Extracted records
━━━━━━━━━━

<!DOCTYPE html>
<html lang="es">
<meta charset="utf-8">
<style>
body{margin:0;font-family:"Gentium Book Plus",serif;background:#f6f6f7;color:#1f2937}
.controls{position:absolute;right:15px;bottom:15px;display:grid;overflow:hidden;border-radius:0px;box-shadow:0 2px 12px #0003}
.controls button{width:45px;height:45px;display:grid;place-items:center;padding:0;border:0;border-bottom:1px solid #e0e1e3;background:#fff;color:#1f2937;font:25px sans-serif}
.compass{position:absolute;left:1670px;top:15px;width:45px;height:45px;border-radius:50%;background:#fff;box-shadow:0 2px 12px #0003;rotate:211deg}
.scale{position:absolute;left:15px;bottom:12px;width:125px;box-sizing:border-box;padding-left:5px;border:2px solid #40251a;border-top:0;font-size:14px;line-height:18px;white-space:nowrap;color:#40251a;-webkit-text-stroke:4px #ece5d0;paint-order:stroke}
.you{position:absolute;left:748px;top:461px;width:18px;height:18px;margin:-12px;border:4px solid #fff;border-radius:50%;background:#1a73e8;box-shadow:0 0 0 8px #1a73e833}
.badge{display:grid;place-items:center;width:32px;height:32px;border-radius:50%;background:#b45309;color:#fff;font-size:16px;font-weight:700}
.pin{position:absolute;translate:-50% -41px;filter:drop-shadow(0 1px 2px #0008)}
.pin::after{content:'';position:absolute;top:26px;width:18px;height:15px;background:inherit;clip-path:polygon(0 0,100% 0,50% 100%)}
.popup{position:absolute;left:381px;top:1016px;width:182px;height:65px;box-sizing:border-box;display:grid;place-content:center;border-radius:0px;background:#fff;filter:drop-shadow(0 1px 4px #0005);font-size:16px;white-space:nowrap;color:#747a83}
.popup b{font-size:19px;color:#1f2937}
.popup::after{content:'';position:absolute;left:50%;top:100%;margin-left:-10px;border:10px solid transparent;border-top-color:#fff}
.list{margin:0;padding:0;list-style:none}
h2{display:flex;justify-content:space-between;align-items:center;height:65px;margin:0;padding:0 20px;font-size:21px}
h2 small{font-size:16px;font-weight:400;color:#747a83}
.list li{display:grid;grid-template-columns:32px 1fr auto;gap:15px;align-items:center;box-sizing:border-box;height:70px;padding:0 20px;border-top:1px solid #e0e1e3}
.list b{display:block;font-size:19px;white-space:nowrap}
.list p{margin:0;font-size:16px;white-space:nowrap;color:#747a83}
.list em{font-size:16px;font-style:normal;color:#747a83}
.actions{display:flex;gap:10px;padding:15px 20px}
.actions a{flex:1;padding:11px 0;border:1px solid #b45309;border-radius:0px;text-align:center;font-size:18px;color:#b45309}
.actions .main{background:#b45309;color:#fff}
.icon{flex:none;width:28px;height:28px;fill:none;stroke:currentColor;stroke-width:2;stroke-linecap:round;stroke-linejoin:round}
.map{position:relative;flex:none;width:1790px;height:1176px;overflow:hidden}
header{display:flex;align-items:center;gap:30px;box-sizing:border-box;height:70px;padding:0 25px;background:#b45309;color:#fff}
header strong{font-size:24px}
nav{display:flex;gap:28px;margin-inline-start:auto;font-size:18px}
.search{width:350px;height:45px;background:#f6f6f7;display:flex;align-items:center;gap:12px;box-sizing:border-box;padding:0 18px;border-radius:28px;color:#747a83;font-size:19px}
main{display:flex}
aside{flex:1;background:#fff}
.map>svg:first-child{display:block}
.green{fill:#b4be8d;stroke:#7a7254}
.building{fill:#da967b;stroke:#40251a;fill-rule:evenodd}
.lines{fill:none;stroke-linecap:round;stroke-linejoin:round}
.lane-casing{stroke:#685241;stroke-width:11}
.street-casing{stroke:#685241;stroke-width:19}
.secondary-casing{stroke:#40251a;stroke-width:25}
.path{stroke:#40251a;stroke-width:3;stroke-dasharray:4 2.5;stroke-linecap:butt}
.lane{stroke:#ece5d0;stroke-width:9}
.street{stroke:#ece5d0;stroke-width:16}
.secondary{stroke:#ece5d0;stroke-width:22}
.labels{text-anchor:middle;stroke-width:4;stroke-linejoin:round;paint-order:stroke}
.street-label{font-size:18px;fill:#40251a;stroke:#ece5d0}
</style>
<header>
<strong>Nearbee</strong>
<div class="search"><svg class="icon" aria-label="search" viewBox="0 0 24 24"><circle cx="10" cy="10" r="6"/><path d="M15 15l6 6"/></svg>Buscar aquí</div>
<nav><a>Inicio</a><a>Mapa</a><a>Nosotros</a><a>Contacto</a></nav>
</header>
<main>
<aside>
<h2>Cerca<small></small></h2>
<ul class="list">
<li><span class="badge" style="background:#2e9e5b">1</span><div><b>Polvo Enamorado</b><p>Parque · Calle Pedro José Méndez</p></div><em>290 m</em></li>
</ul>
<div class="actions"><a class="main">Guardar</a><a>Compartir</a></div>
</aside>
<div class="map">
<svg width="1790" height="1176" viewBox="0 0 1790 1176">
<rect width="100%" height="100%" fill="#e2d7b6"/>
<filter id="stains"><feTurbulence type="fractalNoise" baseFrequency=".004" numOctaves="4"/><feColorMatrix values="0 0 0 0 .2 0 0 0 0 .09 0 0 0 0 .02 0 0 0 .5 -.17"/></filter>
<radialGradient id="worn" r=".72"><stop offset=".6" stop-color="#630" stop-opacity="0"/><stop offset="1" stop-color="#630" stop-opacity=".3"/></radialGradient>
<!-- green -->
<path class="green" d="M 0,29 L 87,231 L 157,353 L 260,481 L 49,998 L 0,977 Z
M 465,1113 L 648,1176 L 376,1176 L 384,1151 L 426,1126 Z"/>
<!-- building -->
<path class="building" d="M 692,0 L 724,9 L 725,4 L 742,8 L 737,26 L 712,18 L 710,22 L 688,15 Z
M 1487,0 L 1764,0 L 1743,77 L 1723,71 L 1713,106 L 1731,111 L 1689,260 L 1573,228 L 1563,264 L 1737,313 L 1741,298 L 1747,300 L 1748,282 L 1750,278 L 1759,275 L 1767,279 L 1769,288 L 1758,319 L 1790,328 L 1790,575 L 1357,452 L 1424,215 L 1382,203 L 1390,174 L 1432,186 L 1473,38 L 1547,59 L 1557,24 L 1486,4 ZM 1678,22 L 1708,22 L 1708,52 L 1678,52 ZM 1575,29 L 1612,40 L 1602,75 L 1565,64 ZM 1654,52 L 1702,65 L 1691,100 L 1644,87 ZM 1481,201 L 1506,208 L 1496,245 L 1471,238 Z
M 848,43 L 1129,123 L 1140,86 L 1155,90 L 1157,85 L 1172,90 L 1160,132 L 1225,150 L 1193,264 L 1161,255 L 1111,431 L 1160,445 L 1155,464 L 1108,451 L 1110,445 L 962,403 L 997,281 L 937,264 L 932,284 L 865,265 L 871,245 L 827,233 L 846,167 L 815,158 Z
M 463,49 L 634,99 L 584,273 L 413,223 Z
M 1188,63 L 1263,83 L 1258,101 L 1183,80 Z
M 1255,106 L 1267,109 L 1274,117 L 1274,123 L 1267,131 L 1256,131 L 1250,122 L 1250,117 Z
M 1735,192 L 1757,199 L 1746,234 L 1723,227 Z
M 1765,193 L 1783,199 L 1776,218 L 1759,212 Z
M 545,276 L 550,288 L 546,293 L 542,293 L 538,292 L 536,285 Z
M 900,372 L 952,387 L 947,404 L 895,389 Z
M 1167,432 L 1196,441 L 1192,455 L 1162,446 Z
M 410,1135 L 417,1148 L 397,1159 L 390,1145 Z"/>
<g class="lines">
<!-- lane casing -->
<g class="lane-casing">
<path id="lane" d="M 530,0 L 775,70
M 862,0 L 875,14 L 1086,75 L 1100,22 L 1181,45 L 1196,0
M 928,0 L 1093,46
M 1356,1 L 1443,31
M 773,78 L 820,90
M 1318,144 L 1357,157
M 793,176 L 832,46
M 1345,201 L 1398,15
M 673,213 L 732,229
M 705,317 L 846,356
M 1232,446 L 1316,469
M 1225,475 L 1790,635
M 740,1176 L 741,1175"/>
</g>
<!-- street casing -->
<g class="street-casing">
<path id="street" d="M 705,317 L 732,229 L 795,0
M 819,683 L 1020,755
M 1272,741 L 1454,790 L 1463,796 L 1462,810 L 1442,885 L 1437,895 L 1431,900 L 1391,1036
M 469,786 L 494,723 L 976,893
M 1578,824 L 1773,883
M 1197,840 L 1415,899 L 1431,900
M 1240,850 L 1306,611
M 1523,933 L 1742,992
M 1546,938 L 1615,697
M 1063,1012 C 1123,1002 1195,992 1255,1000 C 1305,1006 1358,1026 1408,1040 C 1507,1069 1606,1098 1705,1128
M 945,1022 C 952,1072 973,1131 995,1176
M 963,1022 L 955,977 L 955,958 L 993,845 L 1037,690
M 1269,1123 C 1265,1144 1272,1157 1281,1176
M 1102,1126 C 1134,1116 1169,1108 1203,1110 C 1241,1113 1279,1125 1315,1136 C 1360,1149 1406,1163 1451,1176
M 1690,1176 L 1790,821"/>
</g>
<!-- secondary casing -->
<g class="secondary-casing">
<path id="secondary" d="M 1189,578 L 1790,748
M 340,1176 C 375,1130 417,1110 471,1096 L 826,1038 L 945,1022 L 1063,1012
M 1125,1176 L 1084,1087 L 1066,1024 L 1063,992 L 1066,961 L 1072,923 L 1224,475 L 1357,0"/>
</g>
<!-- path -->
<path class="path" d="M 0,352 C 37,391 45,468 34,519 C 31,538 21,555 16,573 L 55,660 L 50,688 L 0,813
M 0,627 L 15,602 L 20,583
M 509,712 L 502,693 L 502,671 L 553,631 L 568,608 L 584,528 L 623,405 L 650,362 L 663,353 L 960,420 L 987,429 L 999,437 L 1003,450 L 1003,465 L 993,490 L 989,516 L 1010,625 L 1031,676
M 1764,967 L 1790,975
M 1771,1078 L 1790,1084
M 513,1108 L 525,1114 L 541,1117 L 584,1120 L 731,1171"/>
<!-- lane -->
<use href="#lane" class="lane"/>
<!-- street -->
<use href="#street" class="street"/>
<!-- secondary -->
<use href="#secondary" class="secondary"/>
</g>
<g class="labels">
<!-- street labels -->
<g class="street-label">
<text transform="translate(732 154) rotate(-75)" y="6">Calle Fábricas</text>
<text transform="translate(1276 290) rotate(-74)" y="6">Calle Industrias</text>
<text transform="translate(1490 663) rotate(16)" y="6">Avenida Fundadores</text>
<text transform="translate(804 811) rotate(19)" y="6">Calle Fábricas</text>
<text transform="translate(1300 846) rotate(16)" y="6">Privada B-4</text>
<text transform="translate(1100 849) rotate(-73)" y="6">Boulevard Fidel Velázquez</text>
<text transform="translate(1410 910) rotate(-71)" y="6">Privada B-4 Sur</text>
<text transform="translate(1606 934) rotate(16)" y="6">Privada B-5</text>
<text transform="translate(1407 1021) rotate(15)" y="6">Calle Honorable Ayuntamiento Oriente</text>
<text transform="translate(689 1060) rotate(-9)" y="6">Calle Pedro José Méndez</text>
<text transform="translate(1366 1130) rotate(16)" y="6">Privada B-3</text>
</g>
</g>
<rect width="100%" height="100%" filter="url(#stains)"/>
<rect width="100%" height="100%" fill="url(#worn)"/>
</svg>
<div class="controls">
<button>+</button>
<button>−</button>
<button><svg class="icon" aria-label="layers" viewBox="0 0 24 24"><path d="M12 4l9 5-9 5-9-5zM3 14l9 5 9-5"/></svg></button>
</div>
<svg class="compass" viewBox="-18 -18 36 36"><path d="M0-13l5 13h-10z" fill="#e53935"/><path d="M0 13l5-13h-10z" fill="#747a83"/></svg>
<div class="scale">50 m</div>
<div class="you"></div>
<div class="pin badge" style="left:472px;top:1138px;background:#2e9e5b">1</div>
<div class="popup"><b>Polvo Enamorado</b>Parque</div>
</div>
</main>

━━━━━━━━━━

Take the entries above and return only the lines from the one with "M 900,372 L 952,387 L 947,404 L 895,389 Z" to the one with "M 0,627 L 15,602 L 20,583", both included, unchanged.

M 900,372 L 952,387 L 947,404 L 895,389 Z
M 1167,432 L 1196,441 L 1192,455 L 1162,446 Z
M 410,1135 L 417,1148 L 397,1159 L 390,1145 Z"/>
<g class="lines">
<!-- lane casing -->
<g class="lane-casing">
<path id="lane" d="M 530,0 L 775,70
M 862,0 L 875,14 L 1086,75 L 1100,22 L 1181,45 L 1196,0
M 928,0 L 1093,46
M 1356,1 L 1443,31
M 773,78 L 820,90
M 1318,144 L 1357,157
M 793,176 L 832,46
M 1345,201 L 1398,15
M 673,213 L 732,229
M 705,317 L 846,356
M 1232,446 L 1316,469
M 1225,475 L 1790,635
M 740,1176 L 741,1175"/>
</g>
<!-- street casing -->
<g class="street-casing">
<path id="street" d="M 705,317 L 732,229 L 795,0
M 819,683 L 1020,755
M 1272,741 L 1454,790 L 1463,796 L 1462,810 L 1442,885 L 1437,895 L 1431,900 L 1391,1036
M 469,786 L 494,723 L 976,893
M 1578,824 L 1773,883
M 1197,840 L 1415,899 L 1431,900
M 1240,850 L 1306,611
M 1523,933 L 1742,992
M 1546,938 L 1615,697
M 1063,1012 C 1123,1002 1195,992 1255,1000 C 1305,1006 1358,1026 1408,1040 C 1507,1069 1606,1098 1705,1128
M 945,1022 C 952,1072 973,1131 995,1176
M 963,1022 L 955,977 L 955,958 L 993,845 L 1037,690
M 1269,1123 C 1265,1144 1272,1157 1281,1176
M 1102,1126 C 1134,1116 1169,1108 1203,1110 C 1241,1113 1279,1125 1315,1136 C 1360,1149 1406,1163 1451,1176
M 1690,1176 L 1790,821"/>
</g>
<!-- secondary casing -->
<g class="secondary-casing">
<path id="secondary" d="M 1189,578 L 1790,748
M 340,1176 C 375,1130 417,1110 471,1096 L 826,1038 L 945,1022 L 1063,1012
M 1125,1176 L 1084,1087 L 1066,1024 L 1063,992 L 1066,961 L 1072,923 L 1224,475 L 1357,0"/>
</g>
<!-- path -->
<path class="path" d="M 0,352 C 37,391 45,468 34,519 C 31,538 21,555 16,573 L 55,660 L 50,688 L 0,813
M 0,627 L 15,602 L 20,583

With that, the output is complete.